## What the task asks
Search the entries below for "bottom", and copy each line where it appears.

## Source records
########
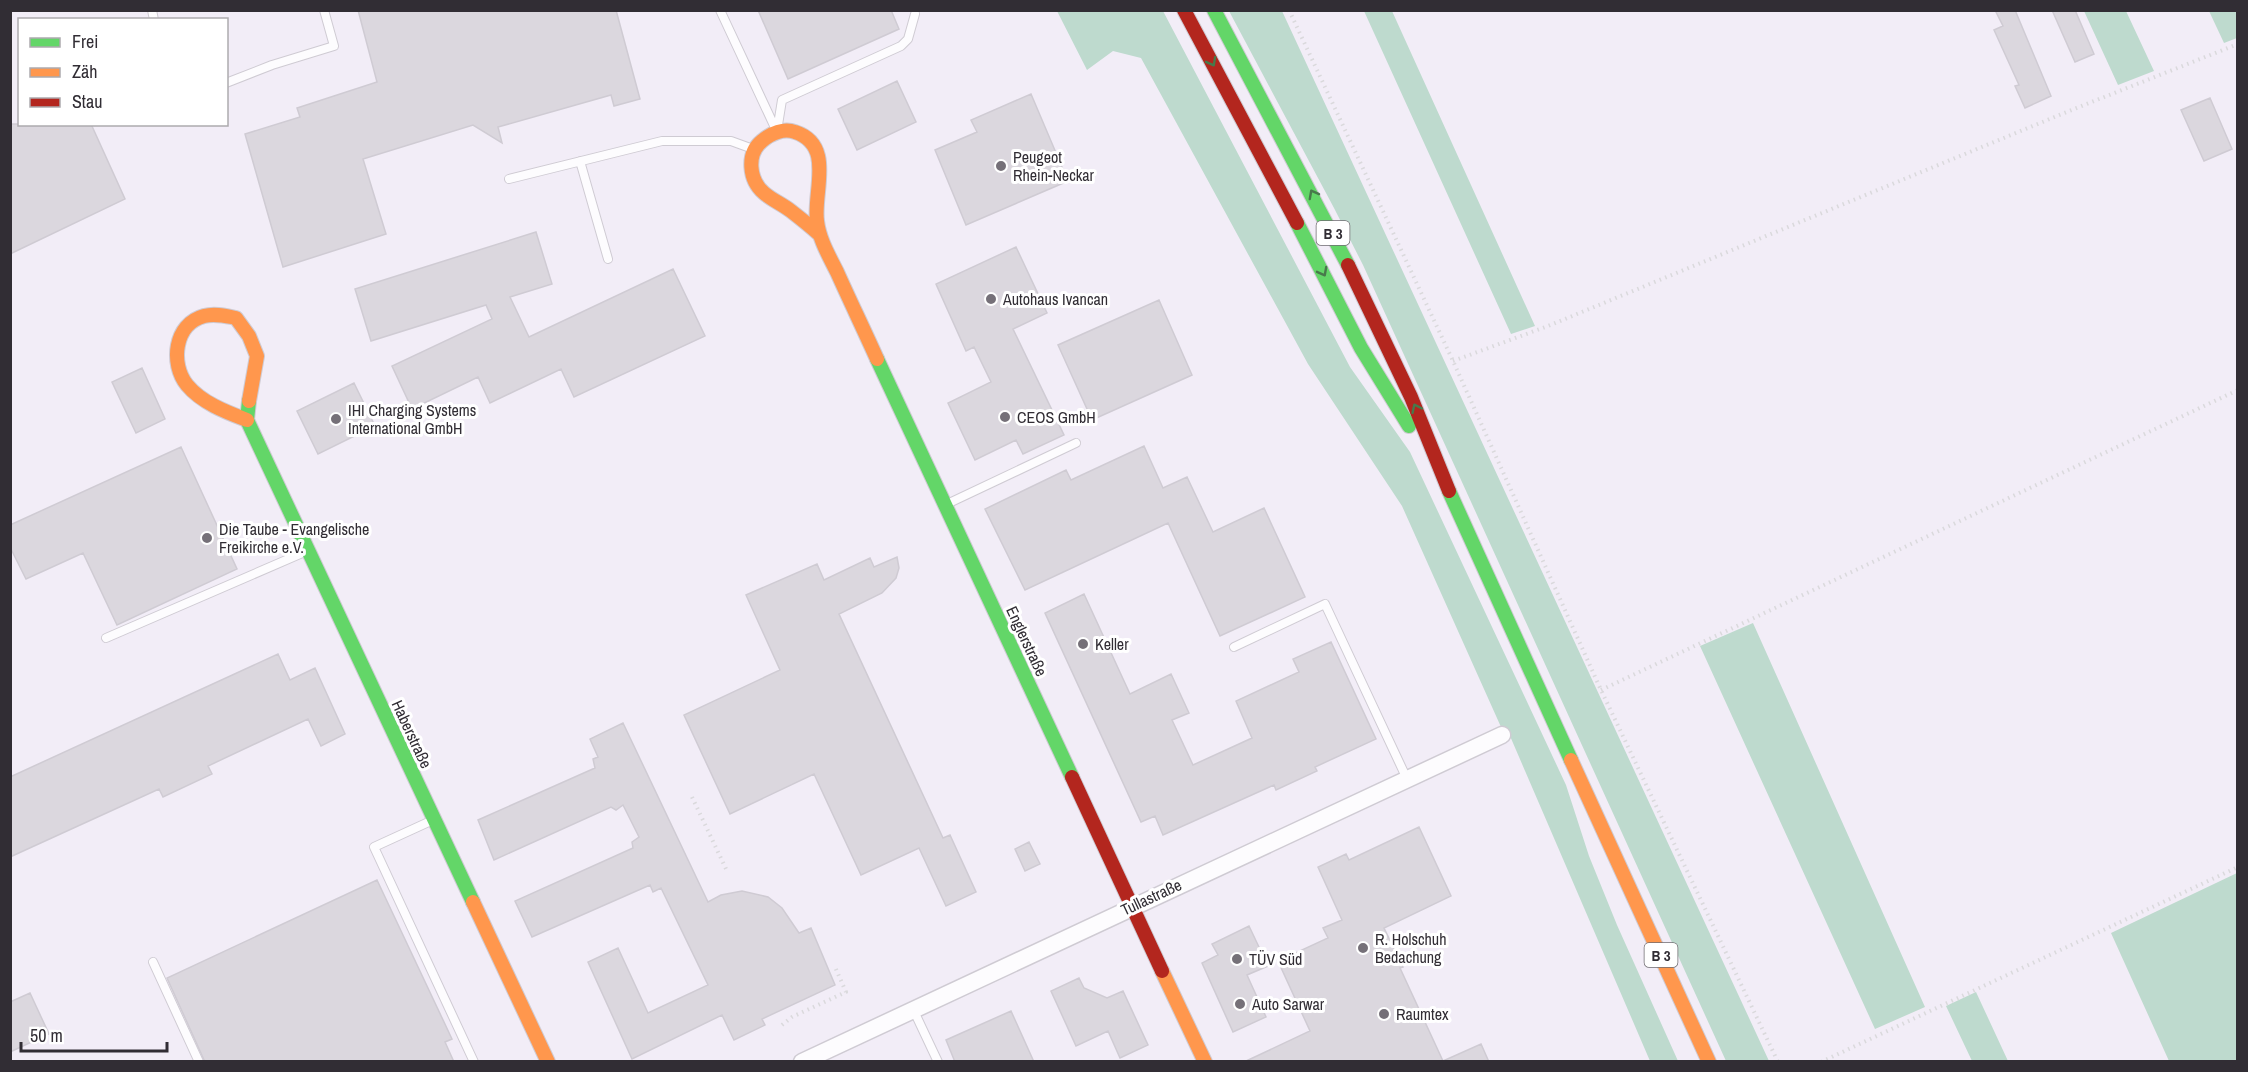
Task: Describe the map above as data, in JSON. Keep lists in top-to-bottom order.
########
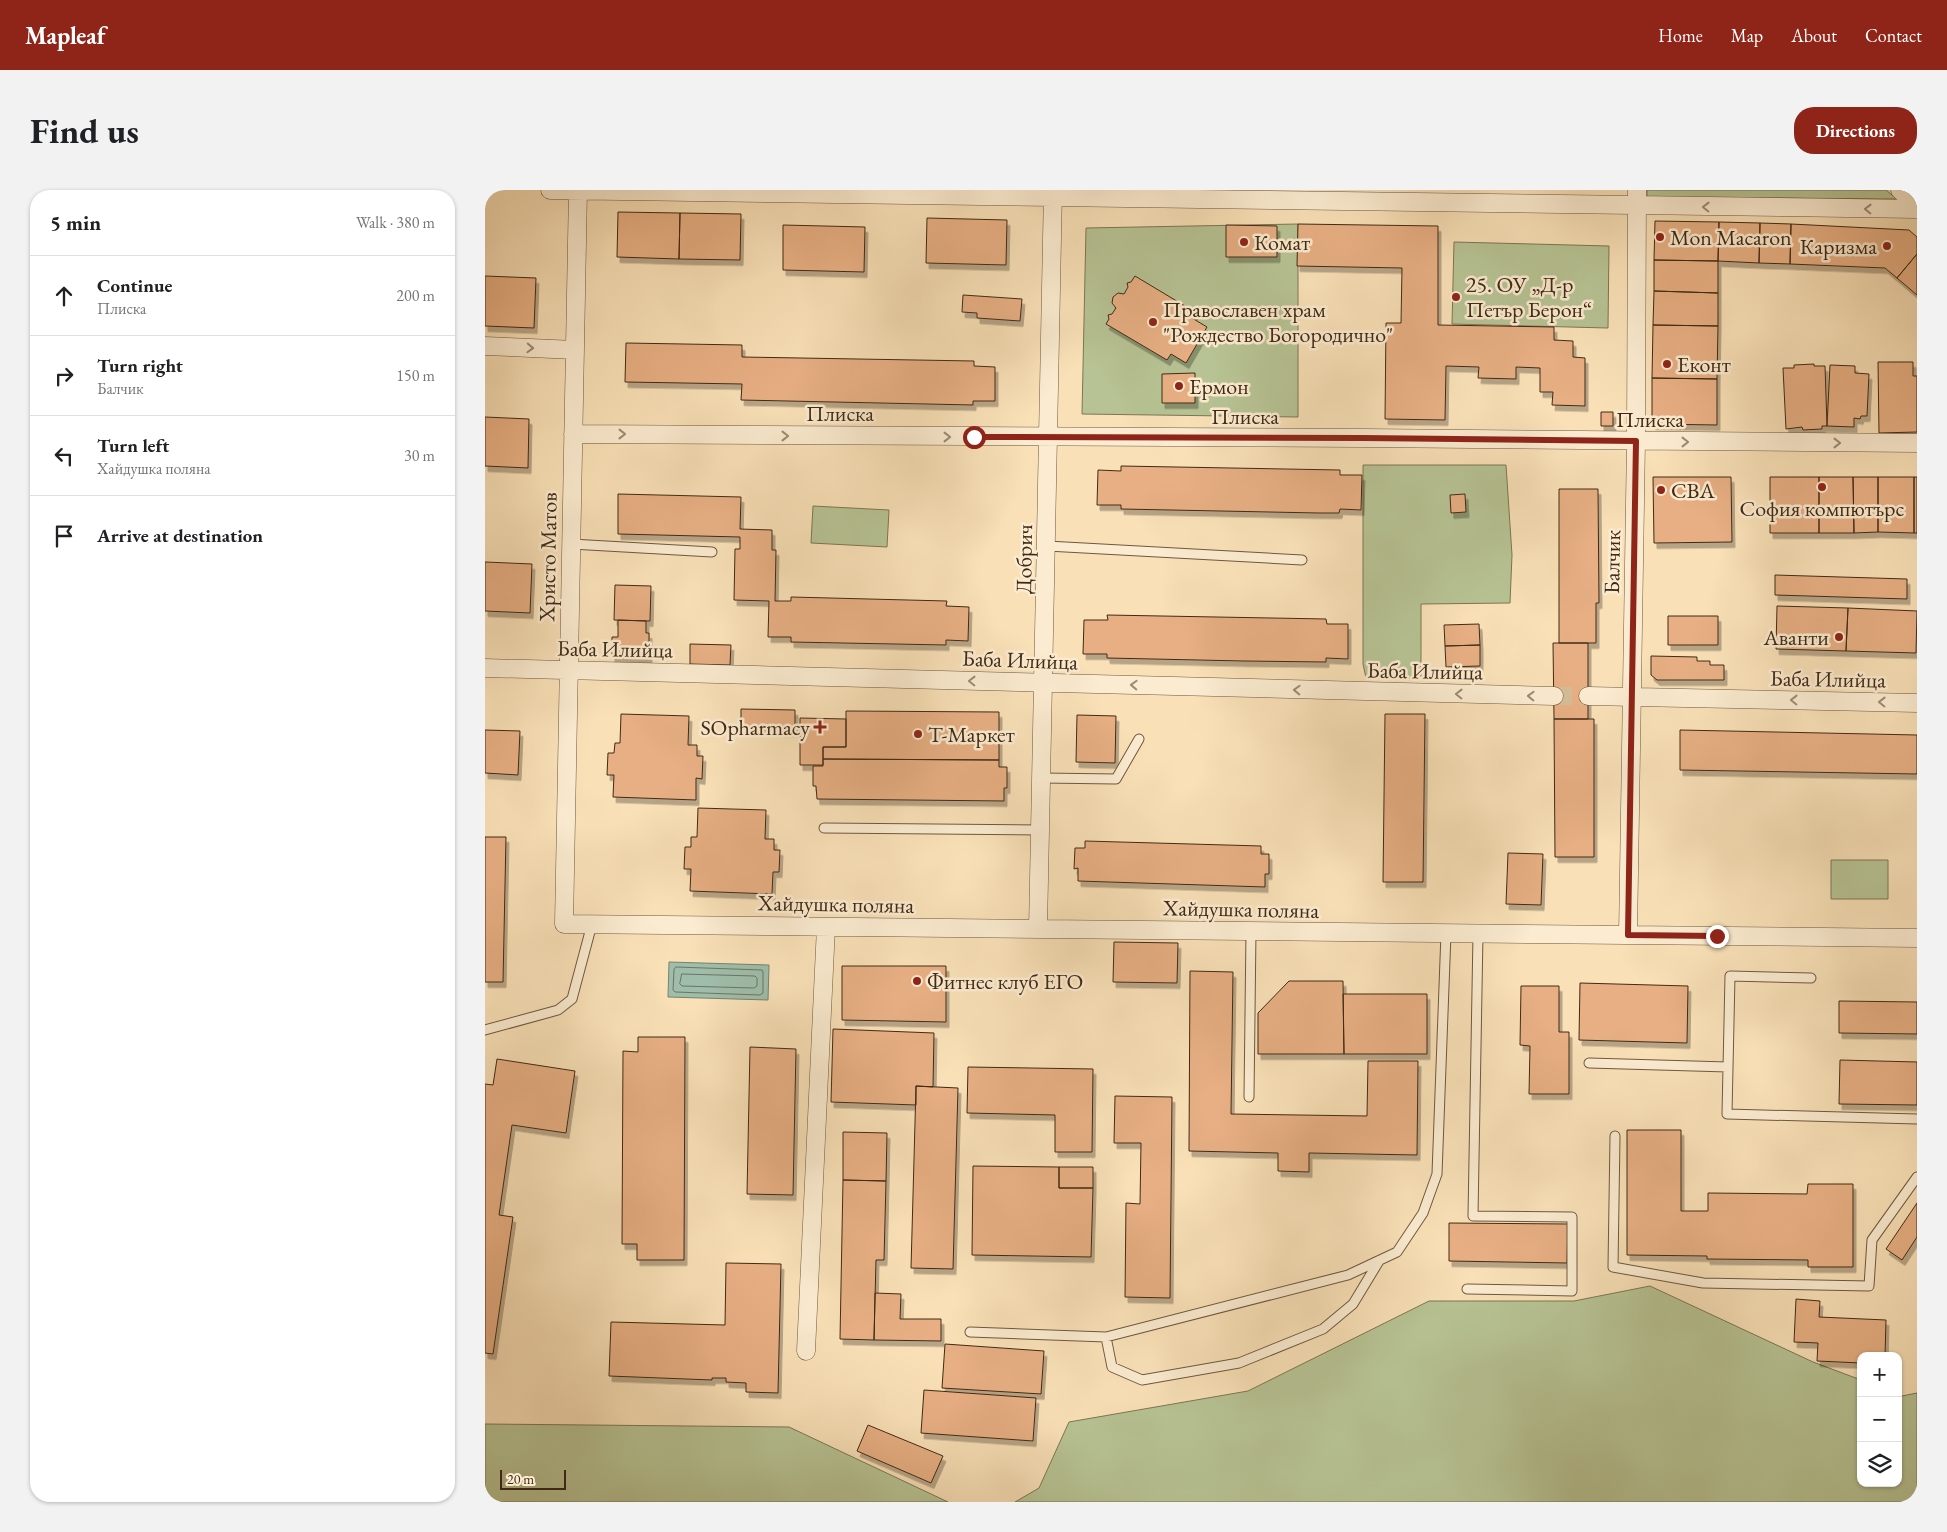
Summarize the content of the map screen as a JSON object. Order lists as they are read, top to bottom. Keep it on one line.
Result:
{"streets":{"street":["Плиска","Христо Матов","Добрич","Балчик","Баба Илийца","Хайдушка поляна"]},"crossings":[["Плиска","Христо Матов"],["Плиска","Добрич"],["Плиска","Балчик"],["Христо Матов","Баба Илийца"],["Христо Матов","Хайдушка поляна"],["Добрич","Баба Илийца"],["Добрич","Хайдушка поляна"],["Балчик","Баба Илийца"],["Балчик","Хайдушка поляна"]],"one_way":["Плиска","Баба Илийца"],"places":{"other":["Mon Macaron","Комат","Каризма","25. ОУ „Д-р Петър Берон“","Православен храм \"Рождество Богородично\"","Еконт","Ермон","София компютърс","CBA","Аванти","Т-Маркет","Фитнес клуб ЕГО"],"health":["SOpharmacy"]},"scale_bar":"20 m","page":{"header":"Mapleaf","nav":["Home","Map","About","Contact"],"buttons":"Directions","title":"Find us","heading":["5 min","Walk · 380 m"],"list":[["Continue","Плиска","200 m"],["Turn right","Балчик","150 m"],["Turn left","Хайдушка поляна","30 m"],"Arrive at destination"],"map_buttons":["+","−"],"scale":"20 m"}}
########
## Written solution
Task: Describe the map above as data, in JSON. Keep lists in top-to-bottom order.
Summarize the content of the map screen as a JSON object. Order lists as they are read, top to bottom. Keep it on one line.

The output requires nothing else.